- [TASK TO COMPLETE]
Count every line in the following listing that contains "wash", then report that count with nothing added.

PROVIDED MATERIAL: Begin

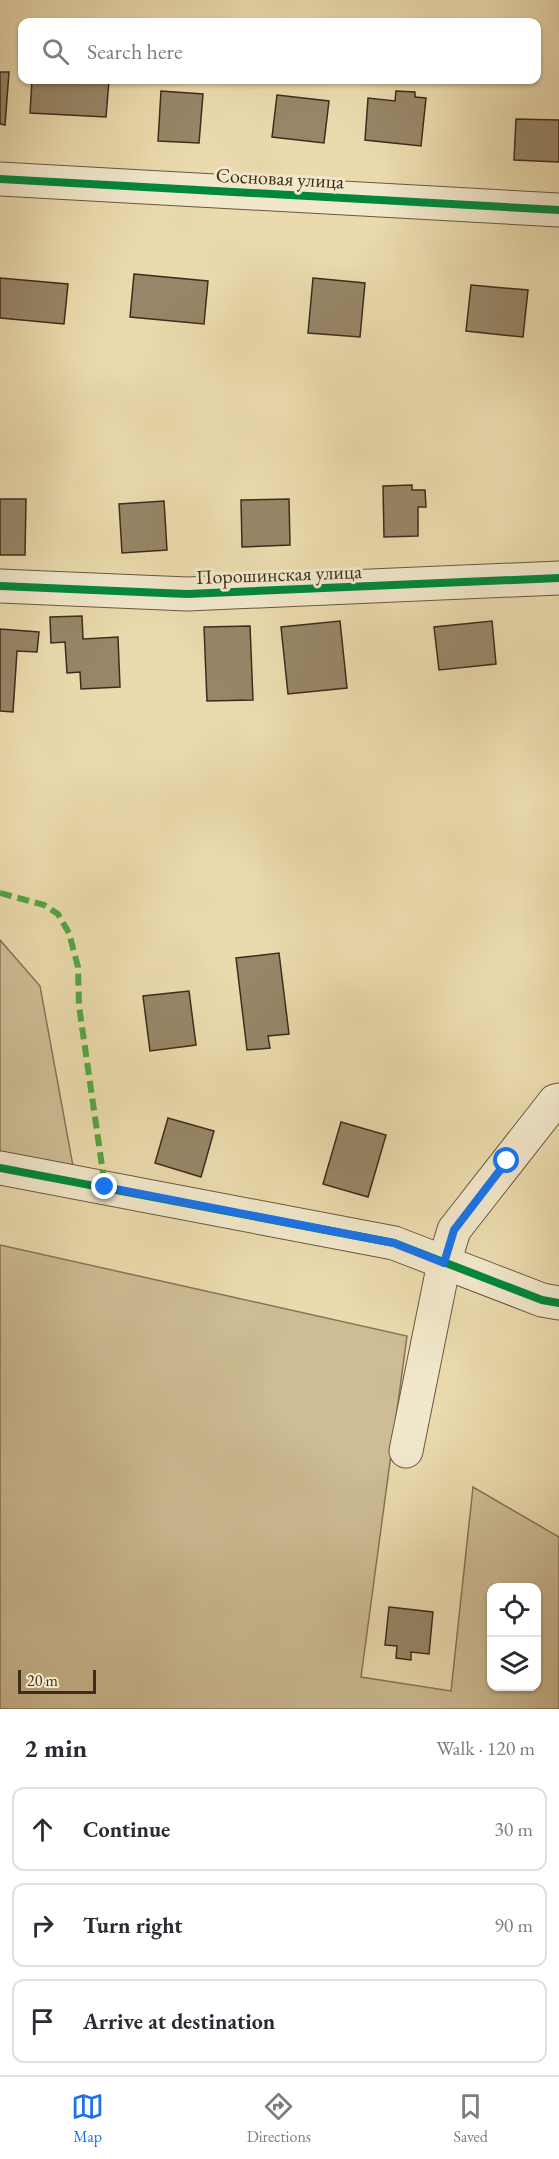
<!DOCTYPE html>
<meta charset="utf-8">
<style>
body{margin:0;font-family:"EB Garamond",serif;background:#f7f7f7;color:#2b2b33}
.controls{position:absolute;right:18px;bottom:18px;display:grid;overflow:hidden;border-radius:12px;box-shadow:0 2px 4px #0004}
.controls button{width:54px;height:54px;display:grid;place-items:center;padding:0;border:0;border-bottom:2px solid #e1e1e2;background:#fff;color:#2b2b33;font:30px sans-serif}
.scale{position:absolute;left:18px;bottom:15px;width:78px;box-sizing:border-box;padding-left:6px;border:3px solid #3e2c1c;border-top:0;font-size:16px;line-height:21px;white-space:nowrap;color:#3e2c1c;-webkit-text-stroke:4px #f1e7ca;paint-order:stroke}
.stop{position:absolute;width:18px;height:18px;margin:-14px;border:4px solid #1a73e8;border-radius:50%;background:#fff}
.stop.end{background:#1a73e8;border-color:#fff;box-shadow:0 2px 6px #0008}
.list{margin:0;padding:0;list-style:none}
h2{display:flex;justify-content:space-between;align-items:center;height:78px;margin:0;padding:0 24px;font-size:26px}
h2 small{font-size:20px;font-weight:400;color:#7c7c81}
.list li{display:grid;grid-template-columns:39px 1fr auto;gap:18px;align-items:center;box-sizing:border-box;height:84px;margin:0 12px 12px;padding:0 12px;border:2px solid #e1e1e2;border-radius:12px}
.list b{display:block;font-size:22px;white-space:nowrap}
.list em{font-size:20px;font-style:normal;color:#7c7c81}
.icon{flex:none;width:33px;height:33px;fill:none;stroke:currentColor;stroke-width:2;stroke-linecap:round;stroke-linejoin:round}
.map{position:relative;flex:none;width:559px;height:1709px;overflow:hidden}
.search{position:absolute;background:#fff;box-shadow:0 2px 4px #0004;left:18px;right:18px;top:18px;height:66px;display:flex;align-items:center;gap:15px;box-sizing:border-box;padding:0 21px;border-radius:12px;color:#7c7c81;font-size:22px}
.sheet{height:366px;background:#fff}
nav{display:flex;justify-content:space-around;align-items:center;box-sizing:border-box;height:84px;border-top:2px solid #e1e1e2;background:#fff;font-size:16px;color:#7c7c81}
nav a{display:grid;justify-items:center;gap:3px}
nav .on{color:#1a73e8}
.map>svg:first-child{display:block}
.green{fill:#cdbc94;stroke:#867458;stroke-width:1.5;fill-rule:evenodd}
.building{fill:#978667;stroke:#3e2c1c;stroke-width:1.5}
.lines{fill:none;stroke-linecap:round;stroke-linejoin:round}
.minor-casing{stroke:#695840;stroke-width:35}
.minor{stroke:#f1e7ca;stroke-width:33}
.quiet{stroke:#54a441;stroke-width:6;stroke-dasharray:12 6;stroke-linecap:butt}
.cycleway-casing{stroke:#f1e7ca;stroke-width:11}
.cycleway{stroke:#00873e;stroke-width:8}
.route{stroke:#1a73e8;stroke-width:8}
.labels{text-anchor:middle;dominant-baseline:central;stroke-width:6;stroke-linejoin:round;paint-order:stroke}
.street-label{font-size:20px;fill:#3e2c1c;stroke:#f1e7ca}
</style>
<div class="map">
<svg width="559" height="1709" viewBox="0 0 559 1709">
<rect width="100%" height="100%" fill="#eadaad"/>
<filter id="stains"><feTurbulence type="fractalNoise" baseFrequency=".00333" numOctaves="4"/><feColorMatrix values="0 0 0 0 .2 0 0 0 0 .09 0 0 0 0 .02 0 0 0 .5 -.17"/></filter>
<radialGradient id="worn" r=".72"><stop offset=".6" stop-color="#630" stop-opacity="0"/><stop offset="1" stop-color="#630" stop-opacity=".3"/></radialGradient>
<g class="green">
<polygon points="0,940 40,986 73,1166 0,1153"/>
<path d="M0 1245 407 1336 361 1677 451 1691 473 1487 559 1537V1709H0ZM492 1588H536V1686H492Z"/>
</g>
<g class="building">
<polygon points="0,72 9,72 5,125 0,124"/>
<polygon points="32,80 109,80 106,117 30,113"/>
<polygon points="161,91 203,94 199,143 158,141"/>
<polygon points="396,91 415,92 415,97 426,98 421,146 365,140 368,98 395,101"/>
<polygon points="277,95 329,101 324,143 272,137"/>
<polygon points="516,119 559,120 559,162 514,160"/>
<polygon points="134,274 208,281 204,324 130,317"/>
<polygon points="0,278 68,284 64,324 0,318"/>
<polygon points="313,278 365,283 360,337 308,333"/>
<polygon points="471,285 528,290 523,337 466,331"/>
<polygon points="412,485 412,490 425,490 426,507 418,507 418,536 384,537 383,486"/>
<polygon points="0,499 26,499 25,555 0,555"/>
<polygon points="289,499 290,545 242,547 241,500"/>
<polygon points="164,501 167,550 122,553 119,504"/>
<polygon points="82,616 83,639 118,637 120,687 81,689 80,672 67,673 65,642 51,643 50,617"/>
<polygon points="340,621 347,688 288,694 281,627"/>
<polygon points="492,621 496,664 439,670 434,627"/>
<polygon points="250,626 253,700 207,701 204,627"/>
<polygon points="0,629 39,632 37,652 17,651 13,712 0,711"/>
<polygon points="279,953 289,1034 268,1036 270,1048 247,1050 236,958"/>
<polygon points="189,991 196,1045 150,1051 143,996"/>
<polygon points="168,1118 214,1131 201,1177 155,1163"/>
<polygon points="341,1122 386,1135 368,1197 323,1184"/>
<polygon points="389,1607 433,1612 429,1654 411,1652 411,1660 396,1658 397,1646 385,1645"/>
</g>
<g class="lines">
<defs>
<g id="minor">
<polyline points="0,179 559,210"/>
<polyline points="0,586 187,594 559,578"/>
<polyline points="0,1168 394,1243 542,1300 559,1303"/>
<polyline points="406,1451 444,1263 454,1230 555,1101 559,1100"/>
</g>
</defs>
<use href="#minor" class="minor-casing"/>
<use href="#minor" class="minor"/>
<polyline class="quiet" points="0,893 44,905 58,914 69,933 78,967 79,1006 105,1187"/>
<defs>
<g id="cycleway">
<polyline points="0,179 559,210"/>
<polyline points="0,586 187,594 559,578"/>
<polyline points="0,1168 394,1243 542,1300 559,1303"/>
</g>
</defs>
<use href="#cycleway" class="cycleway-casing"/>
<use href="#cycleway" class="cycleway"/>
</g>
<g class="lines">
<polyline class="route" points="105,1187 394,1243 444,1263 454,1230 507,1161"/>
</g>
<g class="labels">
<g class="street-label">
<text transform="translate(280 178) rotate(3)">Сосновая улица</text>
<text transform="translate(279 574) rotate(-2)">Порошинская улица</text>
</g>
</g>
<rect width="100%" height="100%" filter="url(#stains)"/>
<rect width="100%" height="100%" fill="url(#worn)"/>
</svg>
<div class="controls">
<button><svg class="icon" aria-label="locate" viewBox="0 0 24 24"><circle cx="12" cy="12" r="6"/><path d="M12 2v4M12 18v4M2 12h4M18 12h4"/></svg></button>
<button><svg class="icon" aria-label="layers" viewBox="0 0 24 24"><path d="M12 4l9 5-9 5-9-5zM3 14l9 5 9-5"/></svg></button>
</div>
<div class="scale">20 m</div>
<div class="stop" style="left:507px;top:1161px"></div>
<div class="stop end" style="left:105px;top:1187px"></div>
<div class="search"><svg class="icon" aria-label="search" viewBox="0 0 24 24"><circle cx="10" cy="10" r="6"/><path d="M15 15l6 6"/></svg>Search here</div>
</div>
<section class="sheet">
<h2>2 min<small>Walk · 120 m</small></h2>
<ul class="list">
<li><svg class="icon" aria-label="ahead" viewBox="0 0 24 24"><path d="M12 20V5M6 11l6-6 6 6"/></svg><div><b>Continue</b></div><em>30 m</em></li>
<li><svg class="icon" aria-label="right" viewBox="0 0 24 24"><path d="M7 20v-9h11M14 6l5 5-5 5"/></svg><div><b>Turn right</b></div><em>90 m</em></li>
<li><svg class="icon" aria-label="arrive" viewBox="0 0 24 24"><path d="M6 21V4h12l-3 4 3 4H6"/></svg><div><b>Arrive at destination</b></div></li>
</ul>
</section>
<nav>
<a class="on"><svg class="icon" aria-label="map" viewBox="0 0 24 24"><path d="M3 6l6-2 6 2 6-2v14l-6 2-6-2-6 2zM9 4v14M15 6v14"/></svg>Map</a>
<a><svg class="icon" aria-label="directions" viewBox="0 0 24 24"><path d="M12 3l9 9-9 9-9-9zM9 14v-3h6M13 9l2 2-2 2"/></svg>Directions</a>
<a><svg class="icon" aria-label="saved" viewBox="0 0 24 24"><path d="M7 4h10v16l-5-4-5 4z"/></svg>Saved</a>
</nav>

PROVIDED MATERIAL: End
PROVIDED MATERIAL: Begin

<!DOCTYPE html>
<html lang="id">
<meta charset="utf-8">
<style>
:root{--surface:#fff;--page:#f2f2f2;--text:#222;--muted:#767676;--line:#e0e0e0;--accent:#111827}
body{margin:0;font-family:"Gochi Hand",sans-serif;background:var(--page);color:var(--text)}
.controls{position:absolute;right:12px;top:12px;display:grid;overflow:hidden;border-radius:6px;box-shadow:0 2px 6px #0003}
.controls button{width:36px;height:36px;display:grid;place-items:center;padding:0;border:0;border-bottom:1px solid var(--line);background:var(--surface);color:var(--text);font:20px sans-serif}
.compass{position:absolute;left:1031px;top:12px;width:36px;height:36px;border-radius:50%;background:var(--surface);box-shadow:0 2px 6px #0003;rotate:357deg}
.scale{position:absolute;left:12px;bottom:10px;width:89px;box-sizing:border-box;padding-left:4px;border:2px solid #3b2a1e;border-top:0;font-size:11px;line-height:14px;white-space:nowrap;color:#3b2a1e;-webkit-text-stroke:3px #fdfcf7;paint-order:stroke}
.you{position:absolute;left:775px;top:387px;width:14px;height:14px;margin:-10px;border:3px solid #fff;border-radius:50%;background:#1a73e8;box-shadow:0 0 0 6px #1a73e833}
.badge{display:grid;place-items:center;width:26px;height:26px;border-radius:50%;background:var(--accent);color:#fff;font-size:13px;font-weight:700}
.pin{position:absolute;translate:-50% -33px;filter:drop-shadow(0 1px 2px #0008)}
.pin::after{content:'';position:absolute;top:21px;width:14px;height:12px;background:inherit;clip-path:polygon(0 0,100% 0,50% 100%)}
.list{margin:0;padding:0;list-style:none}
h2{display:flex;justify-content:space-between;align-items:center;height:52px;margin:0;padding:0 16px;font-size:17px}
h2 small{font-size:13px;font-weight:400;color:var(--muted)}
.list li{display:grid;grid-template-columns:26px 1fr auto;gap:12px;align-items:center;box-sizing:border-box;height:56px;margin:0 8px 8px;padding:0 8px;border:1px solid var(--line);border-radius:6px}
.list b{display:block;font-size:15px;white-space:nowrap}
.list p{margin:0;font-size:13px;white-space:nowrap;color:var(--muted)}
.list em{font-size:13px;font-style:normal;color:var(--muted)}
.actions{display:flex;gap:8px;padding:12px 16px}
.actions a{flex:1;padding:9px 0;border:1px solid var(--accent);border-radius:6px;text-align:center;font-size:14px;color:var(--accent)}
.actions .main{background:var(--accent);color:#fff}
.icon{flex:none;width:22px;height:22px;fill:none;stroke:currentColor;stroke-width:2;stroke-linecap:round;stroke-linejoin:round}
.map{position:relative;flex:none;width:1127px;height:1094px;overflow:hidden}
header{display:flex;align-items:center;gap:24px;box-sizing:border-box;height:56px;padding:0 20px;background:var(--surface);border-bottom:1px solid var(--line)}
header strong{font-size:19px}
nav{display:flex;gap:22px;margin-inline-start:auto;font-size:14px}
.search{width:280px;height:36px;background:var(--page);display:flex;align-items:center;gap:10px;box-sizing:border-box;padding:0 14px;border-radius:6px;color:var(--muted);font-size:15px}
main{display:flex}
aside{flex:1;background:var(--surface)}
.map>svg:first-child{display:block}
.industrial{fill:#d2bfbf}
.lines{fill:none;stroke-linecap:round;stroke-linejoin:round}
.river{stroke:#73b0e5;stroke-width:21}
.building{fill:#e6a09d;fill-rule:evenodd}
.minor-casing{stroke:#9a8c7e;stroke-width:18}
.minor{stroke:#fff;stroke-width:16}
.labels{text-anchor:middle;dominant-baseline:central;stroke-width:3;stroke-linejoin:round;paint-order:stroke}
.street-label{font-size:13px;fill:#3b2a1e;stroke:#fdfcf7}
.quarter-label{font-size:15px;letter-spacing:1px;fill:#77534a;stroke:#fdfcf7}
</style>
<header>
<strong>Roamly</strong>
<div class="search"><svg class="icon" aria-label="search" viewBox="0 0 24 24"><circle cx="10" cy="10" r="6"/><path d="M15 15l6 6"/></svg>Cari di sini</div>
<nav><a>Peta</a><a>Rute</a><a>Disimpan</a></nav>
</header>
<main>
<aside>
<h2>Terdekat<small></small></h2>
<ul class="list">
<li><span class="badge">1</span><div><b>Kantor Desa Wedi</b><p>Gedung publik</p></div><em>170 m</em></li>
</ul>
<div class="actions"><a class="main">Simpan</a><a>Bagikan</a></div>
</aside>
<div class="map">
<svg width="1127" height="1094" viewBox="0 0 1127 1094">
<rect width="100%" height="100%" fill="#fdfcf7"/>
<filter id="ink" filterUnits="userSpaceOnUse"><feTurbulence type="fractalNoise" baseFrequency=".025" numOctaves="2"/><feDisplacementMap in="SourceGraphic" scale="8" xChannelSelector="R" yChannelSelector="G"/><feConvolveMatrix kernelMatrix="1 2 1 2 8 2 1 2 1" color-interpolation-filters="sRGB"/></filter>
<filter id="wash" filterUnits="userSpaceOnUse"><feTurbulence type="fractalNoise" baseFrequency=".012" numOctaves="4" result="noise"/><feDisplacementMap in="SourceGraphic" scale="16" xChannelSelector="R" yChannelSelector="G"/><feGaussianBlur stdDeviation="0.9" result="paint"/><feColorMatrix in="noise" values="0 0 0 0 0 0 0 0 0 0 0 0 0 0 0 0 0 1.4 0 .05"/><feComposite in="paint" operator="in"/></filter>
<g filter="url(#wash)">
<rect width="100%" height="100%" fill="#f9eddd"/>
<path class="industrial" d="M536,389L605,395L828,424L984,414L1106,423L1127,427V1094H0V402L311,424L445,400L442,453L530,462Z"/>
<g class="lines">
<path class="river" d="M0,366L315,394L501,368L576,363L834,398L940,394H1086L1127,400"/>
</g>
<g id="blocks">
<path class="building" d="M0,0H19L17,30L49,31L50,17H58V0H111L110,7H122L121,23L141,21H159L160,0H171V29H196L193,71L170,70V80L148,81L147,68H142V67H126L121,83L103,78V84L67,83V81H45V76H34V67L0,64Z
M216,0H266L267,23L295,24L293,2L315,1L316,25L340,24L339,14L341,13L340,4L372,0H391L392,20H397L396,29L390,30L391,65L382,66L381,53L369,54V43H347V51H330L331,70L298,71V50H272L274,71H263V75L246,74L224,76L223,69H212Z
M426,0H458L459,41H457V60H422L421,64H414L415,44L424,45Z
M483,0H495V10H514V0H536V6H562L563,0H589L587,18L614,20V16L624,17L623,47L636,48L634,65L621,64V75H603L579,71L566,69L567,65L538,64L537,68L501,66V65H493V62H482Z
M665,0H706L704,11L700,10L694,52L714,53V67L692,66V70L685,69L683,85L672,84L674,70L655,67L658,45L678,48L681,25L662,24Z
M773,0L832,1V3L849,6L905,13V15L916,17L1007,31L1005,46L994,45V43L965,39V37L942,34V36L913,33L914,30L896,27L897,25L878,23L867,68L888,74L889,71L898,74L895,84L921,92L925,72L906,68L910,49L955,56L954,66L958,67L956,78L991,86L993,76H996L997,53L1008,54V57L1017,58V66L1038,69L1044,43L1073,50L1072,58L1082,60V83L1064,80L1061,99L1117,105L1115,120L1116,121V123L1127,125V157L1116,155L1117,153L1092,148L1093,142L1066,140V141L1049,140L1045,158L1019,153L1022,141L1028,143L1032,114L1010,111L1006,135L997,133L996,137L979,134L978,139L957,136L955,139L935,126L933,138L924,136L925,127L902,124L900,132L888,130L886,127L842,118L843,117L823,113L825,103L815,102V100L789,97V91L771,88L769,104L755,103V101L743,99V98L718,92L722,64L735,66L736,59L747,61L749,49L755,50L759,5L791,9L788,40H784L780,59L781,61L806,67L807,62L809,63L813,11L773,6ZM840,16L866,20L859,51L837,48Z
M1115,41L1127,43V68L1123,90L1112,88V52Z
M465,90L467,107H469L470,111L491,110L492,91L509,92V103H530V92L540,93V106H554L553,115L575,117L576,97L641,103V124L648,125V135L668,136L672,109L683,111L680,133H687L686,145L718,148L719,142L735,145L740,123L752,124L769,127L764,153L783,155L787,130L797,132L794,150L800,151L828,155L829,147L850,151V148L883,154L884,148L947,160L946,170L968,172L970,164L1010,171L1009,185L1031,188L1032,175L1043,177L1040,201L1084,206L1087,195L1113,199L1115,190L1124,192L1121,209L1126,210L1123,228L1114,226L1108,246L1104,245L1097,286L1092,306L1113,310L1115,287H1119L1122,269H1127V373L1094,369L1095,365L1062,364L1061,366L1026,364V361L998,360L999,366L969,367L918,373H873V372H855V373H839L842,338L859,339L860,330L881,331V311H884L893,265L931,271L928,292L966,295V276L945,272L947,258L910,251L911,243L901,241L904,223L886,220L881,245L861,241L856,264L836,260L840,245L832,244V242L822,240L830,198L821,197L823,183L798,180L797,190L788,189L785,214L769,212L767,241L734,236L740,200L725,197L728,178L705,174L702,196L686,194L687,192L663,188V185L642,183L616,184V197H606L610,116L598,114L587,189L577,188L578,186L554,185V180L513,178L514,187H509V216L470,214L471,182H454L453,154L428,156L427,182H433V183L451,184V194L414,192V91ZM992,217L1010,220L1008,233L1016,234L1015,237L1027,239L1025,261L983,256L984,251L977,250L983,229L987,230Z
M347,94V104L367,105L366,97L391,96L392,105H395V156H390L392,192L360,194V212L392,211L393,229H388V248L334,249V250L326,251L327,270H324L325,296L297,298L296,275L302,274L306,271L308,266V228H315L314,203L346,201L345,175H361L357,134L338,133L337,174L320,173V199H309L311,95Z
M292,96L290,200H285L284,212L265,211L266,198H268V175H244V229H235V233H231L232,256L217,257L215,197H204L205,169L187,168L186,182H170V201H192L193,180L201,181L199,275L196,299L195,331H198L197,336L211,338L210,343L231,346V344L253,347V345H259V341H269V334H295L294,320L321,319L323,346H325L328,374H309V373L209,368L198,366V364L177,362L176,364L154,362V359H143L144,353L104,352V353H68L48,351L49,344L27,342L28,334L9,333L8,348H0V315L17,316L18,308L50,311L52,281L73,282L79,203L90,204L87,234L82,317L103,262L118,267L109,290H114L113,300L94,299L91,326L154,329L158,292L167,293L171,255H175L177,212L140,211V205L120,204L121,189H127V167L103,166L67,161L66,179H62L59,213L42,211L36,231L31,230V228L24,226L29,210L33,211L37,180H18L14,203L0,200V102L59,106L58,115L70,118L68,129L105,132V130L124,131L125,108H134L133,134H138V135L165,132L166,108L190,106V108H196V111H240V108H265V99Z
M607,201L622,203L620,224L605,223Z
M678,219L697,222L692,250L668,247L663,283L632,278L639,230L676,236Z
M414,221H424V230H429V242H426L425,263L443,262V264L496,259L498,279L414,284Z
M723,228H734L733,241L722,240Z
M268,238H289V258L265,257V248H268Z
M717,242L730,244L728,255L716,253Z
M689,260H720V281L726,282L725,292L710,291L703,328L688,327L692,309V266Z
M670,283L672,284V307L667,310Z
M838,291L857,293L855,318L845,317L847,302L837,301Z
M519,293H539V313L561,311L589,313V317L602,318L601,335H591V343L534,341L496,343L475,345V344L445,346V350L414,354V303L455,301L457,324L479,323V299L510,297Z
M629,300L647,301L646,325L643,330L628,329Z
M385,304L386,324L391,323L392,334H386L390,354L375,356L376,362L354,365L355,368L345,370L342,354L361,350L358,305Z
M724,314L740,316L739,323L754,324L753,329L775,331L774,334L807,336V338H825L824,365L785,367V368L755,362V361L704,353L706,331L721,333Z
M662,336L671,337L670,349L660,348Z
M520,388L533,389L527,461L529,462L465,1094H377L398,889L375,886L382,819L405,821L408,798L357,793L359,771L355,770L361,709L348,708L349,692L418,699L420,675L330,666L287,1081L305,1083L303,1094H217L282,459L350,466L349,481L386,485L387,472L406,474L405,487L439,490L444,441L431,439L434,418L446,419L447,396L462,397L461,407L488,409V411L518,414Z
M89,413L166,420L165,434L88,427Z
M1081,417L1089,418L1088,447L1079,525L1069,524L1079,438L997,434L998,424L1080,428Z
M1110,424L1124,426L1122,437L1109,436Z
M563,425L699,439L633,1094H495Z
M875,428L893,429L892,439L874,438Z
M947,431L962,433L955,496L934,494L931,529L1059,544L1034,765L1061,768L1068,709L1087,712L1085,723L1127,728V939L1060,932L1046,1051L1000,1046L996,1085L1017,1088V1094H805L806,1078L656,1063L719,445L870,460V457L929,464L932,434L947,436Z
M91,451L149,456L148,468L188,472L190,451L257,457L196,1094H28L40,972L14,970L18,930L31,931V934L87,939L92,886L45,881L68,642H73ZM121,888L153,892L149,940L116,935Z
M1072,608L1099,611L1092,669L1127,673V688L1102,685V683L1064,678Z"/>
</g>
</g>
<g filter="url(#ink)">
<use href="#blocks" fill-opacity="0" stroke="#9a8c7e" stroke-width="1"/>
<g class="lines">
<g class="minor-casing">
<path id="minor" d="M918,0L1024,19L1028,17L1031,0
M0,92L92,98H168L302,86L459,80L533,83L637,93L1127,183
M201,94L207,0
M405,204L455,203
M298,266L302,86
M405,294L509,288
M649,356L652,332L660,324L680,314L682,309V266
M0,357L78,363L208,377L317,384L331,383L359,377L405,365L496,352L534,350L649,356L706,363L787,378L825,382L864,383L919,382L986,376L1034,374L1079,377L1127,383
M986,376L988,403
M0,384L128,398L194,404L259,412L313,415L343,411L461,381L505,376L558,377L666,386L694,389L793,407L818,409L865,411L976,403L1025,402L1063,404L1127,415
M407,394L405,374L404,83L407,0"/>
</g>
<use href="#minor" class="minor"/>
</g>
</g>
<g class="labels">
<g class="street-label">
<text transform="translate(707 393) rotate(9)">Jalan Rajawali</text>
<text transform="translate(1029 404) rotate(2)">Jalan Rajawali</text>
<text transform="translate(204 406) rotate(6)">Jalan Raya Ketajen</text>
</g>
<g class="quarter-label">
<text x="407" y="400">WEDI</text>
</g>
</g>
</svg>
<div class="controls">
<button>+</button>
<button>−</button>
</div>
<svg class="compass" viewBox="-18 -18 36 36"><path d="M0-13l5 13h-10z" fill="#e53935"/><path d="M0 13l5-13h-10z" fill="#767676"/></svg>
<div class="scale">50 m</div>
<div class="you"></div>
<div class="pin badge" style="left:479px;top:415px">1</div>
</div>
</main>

PROVIDED MATERIAL: End

- [TASK RESULT]
2